--- REQUIRED WORK ---
Check each line of the listing below for the string "road", then copy every line that has it.

--- RECORDS ---
^^^^

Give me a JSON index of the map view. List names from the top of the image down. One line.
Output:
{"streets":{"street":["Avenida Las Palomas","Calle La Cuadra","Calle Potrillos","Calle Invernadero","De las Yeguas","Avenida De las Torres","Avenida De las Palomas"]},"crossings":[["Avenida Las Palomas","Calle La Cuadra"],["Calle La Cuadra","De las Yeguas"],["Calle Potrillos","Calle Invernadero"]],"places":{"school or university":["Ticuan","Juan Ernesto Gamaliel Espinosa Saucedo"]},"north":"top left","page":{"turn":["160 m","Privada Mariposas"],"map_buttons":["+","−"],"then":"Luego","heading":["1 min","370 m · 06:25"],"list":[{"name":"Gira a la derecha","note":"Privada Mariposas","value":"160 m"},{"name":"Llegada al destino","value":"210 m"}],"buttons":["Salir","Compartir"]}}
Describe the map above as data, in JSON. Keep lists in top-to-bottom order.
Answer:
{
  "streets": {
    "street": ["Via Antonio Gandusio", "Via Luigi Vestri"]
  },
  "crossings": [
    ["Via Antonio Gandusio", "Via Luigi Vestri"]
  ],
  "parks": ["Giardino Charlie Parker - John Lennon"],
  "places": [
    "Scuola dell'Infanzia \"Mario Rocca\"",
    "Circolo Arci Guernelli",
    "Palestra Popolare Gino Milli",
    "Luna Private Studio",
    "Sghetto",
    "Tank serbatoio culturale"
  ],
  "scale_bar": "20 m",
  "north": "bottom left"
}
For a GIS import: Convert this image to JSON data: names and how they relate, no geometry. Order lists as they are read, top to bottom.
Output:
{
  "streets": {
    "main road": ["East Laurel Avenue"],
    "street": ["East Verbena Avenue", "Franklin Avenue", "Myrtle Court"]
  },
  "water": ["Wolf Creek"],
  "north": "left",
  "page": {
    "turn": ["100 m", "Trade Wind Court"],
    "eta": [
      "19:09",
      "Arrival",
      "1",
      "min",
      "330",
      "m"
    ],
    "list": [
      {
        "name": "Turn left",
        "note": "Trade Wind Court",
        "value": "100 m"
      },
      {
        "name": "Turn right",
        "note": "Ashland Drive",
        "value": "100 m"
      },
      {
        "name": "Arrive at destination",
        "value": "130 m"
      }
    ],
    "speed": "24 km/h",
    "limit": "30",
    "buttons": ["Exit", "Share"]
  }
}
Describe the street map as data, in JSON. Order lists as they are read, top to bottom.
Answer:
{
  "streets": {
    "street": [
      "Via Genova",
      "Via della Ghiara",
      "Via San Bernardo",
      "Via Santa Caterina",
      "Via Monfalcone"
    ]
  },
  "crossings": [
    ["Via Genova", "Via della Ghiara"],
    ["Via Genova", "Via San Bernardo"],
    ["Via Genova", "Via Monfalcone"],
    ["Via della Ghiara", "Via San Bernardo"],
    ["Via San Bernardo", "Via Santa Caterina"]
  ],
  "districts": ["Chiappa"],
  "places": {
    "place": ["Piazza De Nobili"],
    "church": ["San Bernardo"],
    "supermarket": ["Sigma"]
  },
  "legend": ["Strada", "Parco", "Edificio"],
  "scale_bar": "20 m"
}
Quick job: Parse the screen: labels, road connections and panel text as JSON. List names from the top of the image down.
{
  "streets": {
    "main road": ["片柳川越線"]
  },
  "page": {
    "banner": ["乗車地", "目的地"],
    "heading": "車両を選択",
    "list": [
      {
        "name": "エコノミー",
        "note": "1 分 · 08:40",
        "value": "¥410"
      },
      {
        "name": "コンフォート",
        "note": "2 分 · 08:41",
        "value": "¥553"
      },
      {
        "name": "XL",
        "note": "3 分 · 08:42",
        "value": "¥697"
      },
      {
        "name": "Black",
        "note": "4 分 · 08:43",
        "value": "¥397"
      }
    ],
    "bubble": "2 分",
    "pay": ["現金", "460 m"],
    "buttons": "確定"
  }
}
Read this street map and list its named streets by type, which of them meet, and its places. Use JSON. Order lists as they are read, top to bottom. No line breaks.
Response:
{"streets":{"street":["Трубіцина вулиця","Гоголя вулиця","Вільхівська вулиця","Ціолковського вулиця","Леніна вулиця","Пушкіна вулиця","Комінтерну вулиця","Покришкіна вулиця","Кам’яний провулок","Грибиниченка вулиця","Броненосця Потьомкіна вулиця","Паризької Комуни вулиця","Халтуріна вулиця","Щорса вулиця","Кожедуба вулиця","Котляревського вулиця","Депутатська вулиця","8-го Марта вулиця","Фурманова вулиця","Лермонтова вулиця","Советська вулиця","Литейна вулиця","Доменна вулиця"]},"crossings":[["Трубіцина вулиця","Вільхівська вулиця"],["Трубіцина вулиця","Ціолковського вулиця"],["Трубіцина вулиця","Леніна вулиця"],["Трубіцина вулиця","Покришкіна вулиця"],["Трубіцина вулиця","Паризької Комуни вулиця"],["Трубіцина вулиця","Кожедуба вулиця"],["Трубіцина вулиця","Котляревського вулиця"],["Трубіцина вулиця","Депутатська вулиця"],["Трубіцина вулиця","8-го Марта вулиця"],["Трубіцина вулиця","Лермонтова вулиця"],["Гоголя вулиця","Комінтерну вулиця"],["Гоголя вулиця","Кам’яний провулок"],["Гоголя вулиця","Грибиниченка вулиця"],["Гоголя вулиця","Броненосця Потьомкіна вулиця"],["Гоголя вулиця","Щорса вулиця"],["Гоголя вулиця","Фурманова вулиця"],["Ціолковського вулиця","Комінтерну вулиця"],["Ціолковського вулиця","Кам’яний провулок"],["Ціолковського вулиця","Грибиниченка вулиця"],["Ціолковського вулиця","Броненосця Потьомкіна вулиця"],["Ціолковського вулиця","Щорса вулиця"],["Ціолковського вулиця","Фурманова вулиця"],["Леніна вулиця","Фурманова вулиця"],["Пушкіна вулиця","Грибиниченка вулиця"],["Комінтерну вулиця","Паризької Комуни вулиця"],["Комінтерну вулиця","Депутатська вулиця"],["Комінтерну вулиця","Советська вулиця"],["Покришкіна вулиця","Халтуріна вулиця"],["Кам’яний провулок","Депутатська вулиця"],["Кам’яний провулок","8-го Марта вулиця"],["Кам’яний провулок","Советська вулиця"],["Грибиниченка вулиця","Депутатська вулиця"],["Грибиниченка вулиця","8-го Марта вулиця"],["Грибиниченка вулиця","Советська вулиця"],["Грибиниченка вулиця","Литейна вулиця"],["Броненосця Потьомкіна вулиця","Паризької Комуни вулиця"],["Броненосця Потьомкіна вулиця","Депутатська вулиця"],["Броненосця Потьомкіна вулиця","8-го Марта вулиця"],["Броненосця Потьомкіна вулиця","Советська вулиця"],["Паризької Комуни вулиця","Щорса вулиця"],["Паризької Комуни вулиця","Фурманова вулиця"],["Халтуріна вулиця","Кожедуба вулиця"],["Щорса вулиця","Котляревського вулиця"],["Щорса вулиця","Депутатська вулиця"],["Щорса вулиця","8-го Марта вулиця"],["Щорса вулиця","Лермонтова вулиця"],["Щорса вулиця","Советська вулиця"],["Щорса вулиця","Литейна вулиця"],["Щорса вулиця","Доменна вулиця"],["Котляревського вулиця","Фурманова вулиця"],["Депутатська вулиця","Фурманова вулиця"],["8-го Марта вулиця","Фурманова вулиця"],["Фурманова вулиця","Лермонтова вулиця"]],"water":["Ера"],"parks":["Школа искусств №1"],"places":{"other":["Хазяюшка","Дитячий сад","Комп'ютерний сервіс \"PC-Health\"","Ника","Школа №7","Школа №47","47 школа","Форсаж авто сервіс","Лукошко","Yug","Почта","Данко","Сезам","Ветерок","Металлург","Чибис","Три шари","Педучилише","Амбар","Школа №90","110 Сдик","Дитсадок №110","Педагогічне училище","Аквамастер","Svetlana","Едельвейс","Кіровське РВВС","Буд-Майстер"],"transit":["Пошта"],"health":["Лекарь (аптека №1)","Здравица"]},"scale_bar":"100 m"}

^^^^

--- RESPONSE ---
    "main road": ["East Laurel Avenue"],
Quick job: Parse the screen: labels, road connections and panel text as JSON. List names from the top of the image down.
    "main road": ["片柳川越線"]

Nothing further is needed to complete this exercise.